*Problem details:* The answer is a stretch of the material below, returned exactly: the line containing "height:3px; margin:-1.5px; padding:0", the line containing "filter:drop-shadow(2px 0 #b4accb)", and all lines between.

*Records provided:*

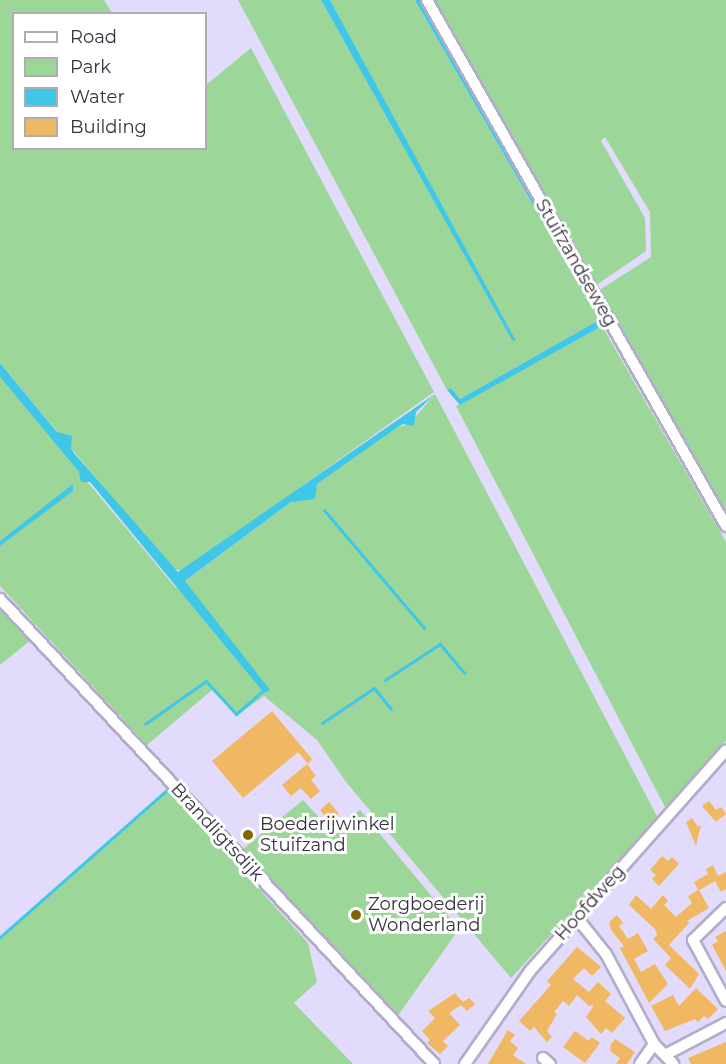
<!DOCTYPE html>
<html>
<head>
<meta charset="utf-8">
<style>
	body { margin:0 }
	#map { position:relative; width:726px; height:1064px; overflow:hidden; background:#e3dbfb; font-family:Montserrat,sans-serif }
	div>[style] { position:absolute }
	.green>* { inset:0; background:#9cd799 }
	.water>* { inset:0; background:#40c7e8 }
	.stream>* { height:3px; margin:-1.5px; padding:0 1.5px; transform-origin:1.5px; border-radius:1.5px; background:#40c7e8 }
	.building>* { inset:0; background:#f0b862 }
	.roads { filter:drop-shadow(2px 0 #b4accb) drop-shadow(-2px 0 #b4accb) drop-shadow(0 2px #b4accb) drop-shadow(0 -2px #b4accb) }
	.minor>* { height:10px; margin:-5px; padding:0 5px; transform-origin:5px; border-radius:5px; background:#fff }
	.dots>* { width:16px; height:16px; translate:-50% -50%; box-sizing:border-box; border:3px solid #fff; border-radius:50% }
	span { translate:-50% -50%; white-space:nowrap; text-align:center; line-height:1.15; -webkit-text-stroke:6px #fff; paint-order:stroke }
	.street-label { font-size:18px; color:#36323f }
	.poi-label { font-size:18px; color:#36323f }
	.left { translate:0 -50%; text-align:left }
	.legend { position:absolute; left:12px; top:12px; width:195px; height:138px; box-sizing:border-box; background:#fff; border:2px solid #afadb2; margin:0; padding:8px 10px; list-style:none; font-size:18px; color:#36323f }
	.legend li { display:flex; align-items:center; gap:12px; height:30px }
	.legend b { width:30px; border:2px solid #afadb2 }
</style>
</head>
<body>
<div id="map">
	<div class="green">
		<i style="clip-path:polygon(0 0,104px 0,112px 13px,14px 14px,14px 148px,206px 148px,206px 85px,251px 48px,434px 392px,183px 571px,172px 569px,0 363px)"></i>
		<i style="clip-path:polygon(238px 0,321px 0,515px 341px,330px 0,415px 0,599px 320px,460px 399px,451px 388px,447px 390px)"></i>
		<i style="clip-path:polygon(432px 0,726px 0,726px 518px,598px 291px,651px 257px,650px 212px,605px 137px,601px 141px,645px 218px,646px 251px,595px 286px)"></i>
		<i style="clip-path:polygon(602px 326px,726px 542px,726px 741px,666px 809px,456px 406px)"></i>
		<i style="clip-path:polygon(0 377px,176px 588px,291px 502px,314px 495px,317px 484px,395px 428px,409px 424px,435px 394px,658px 818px,511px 978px,346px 782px,317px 740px,264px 696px,238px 715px,212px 690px,147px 745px,0 586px,0 546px,75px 485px,0 541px)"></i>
		<i style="clip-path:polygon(0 607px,31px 640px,0 665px)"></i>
		<i style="clip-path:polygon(168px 789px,308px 943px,317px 982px,294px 1003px,353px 1064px,0 1064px,0 937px)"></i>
		<i style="clip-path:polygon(303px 800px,333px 833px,360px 810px,459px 929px,397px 1017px,243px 849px)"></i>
	</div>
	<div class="water">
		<i style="clip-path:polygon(321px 0,330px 0,516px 341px,512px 340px)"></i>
		<i style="clip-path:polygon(415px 0,421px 0,595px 306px,597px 316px)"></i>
		<i style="clip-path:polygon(599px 320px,604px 321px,602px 326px,460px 405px,447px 390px,451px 388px,460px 399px)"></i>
		<i style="clip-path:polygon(0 363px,57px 432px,72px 436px,71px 448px,74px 453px,178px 572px,435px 394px,416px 412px,414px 426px,403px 424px,395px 429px,317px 484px,315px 499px,291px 502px,185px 581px,270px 690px,264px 693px,90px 482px,81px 482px,79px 472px,0 377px)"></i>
		<i style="clip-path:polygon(73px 484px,73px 491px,0 546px,0 541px)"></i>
	</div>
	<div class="stream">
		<i style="left:324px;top:510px;width:155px;rotate:49.7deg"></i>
		<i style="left:385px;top:680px;width:66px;rotate:-33.2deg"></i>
		<i style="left:440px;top:644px;width:38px;rotate:50deg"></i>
		<i style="left:322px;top:723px;width:63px;rotate:-33.9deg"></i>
		<i style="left:374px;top:688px;width:27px;rotate:51deg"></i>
		<i style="left:145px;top:724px;width:75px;rotate:-35.2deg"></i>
		<i style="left:206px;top:681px;width:45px;rotate:47.7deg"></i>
		<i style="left:236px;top:714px;width:35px;rotate:-41deg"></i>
		<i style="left:0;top:937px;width:224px;rotate:-41.4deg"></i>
	</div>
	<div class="building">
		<i style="clip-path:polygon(272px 711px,312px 759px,308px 764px,298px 752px,243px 798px,212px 761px)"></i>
		<i style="clip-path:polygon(307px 764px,316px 776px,311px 780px,320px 791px,311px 799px,301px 788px,291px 796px,282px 785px)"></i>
		<i style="clip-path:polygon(709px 801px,716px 810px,721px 807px,726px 814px,716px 822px,702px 806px)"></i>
		<i style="clip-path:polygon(329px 802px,339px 814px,329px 821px,320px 810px)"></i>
		<i style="clip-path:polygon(692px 818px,698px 827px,701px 825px,696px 846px,686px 822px)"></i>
		<i style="clip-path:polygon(662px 856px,668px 861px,672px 857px,679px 864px,659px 886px,652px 879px,656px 875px,650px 870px)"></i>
		<i style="clip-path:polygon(713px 865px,718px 876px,726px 872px,726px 889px,721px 892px,715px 881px,699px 890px,709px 908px,687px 921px,689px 923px,669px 945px,699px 974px,690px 989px,665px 965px,671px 958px,653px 939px,657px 935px,655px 929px,629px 905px,636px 895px,651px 909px,663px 895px,668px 901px,664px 905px,676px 917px,692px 903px,688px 896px,698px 890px,694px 882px,708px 874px,706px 869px)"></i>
		<i style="clip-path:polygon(617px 915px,623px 923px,619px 926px,628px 939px,638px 933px,648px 951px,634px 959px,641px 972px,655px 964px,668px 984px,649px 1003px,620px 948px,624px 946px,611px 930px,609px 922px)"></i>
		<i style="clip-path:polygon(726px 931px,726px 971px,712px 945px,718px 941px,715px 937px)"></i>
		<i style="clip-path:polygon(577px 947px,601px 967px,592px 976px,584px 968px,573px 979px,589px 992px,598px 982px,611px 994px,605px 1001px,625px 1018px,612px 1033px,606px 1028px,601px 1034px,586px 1017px,594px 1005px,589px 1006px,577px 995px,569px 1006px,563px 1001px,554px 1012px,557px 1014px,547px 1031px,552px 1037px,547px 1042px,534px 1027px,530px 1031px,519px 1021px,551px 985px,547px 981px)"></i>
		<i style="clip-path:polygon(696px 988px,718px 1009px,708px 1019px,704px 1016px,698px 1022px,695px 1019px,665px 1031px,651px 1006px,673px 995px,679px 1006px)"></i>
		<i style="clip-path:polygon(455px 993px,463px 1002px,469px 998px,475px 1004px,467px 1011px,461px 1005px,449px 1013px,460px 1025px,443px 1041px,448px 1046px,440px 1054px,427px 1043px,430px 1040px,422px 1031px,435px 1018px,428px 1011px)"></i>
		<i style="clip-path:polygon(508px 1030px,515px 1035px,510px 1041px,518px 1048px,513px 1055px,526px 1064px,488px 1064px)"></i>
		<i style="clip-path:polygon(575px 1031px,589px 1041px,592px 1037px,600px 1043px,585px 1063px,563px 1047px)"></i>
		<i style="clip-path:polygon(615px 1039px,635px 1052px,627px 1064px,616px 1064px,620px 1058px,611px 1052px,610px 1046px)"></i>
		<i style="clip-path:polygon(726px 1042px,726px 1064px,691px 1064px,688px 1058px)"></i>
	</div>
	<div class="roads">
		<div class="minor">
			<i style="left:427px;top:0;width:605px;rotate:60.38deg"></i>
			<i style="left:0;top:599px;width:636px;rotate:46.97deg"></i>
			<i style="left:726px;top:908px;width:46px;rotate:135.9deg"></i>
			<i style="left:693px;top:940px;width:69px;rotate:61.6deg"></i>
			<i style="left:577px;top:918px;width:46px;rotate:51.1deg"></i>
			<i style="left:606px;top:954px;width:102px;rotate:61.9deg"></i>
			<i style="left:654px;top:1044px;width:28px;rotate:46deg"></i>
			<i style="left:667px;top:1054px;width:67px;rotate:-27.7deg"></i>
			<i style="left:543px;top:1058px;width:9px;rotate:41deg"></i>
			<i style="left:465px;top:1064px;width:113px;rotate:-55deg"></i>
			<i style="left:530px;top:971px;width:295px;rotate:-48.4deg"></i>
			<i style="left:640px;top:1064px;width:24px;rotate:-55deg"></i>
		</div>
	</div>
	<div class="dots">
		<i style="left:248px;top:835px;background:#836600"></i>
		<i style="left:356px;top:915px;background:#836600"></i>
	</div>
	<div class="street-label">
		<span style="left:576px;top:263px;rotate:60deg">Stuifzandseweg</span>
		<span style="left:217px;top:832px;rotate:47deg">Brandligtsdijk</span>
		<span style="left:590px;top:903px;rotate:-48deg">Hoofdweg</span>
	</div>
	<div class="poi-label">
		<span class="left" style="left:260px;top:835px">Boederijwinkel<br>Stuifzand</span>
		<span class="left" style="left:368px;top:915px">Zorgboederij<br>Wonderland</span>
	</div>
	<ul class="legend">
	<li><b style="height:8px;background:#fff"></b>Road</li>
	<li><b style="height:16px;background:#9cd799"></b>Park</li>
	<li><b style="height:16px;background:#40c7e8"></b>Water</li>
	<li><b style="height:16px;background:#f0b862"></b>Building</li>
	</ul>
</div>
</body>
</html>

*Answer to this exercise:*
	.stream>* { height:3px; margin:-1.5px; padding:0 1.5px; transform-origin:1.5px; border-radius:1.5px; background:#40c7e8 }
	.building>* { inset:0; background:#f0b862 }
	.roads { filter:drop-shadow(2px 0 #b4accb) drop-shadow(-2px 0 #b4accb) drop-shadow(0 2px #b4accb) drop-shadow(0 -2px #b4accb) }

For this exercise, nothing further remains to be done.